Story Writing: Article 9: Time

Time

The time covered by the action of a story should be short, and preferably continuous. Generally speaking, a day or two, a week, or at most two weeks is enough. We should focus on a single incident in the life of the central character, and it should take place in as few episodes as possible. More time can be brought in through the use of flashbacks, but trying to cover a longer period in the action of the story can lead to problems maintaining suspense and continuity.

If you want to use phrases like “one month later” or “one year later”, this is a sign that there is a time scale issue. Often the solution is to open the story at a later stage than you originally planned and indicate what happened earlier in the form of a flashback.

Memories

A flashback is a section of a story in which time is temporarily interrupted as we look back in time.
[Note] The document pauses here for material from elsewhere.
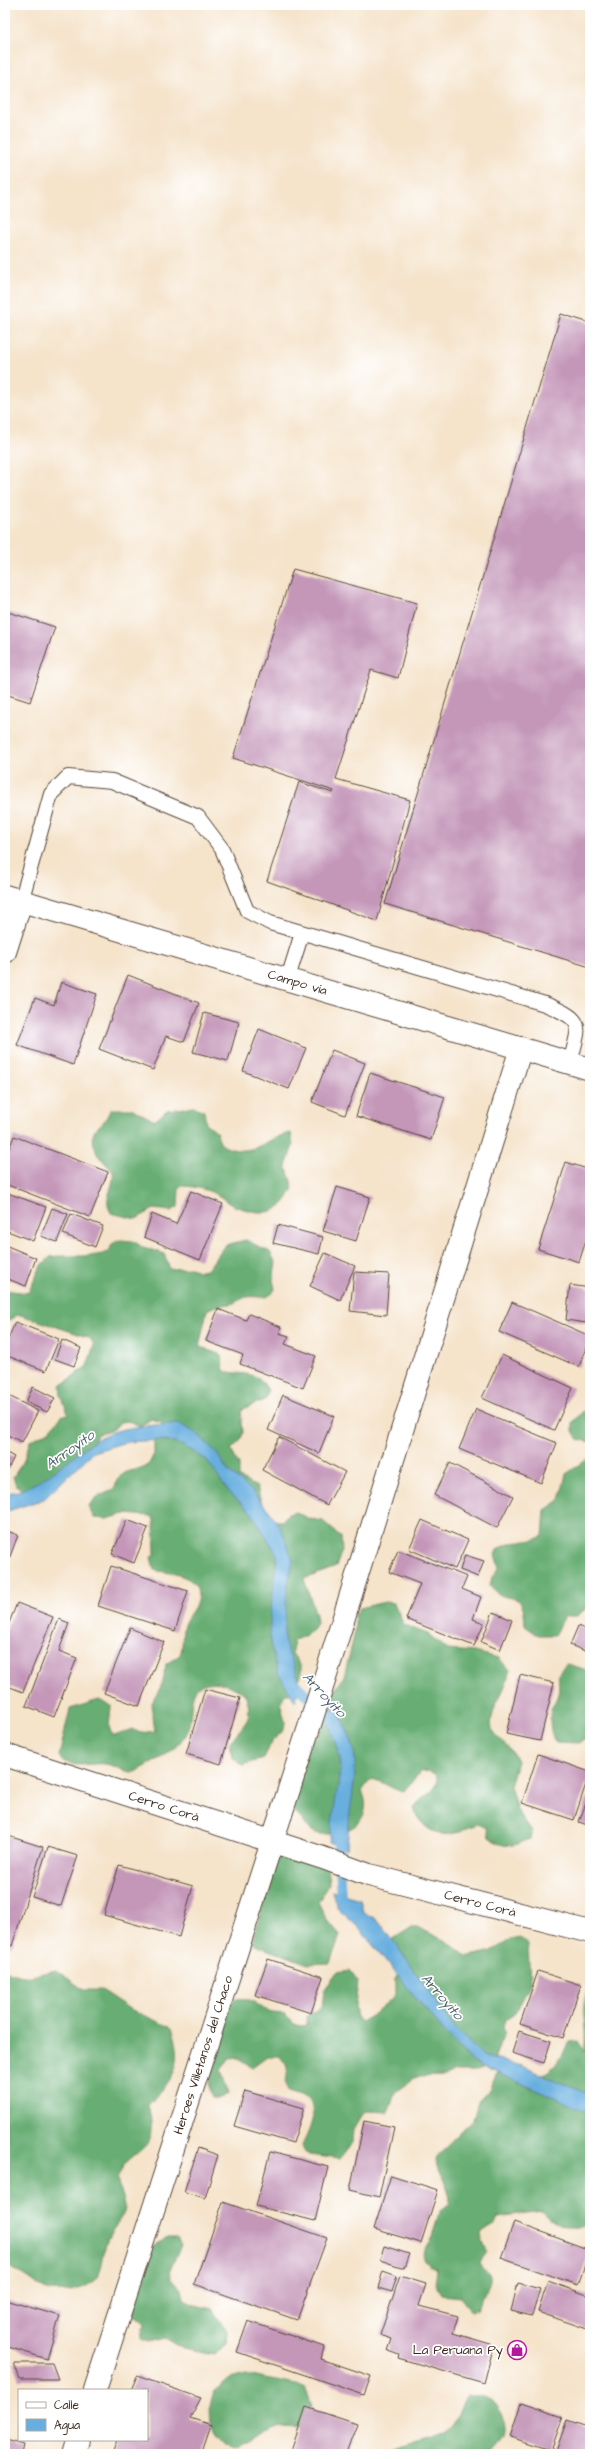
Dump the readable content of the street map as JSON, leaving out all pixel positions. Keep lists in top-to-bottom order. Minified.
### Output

Like any other aspect of the story, it is governed by point of view and therefore represents the memory of the central character.

Flashbacks should only be used to bring up material that is relevant and essential to the story, and cannot be brought up in any other way. For example, we might have a story about a woman who had a boyfriend as a teenager, then she lost contact with him, and then five years later she received a letter from him inviting her to come visit him. How would we organize the time scale here?

The way not to do it would be to start with your first meeting with the guy, show how the friendship developed and how they parted ways, and then say “Five years later.” . ‘, and he continues the story with her going to visit him. This would be a rambling episodic plot with little to no suspense to grab the reader’s attention.

Much better would be to open the story with the woman on the train on the way to the meeting, and show the past in flashback, then, when the train reaches its destination, bring the story back to the present. . Trips are opportune scenarios for flashbacks, because they break the continuity of the place in the same way that memory breaks the continuity of time, they evoke the idea of ​​connections that are established and they are occasions in which, with little else to do, we tend to fall in memories and dreams.

A trigger is often useful to set off a flashback, and a letter is an ideal trigger. So we can start our story with Janet sitting on the train, looking out the window at the countryside. She is excited and worried about meeting John again. will he/she have changed? Will they still have the same feelings for each other? She takes her letter from her bag and begins to read and remember. . . and we are in a flashback as he relives the events of five years ago. Then the train pulls into the station, snapping Janet out of her reverie, and we continue the story in the present.

In this way we will have opened the story on a note of anticipation and suspense, and have established a structure in which the immediate action can take place over a short, continuous period of time.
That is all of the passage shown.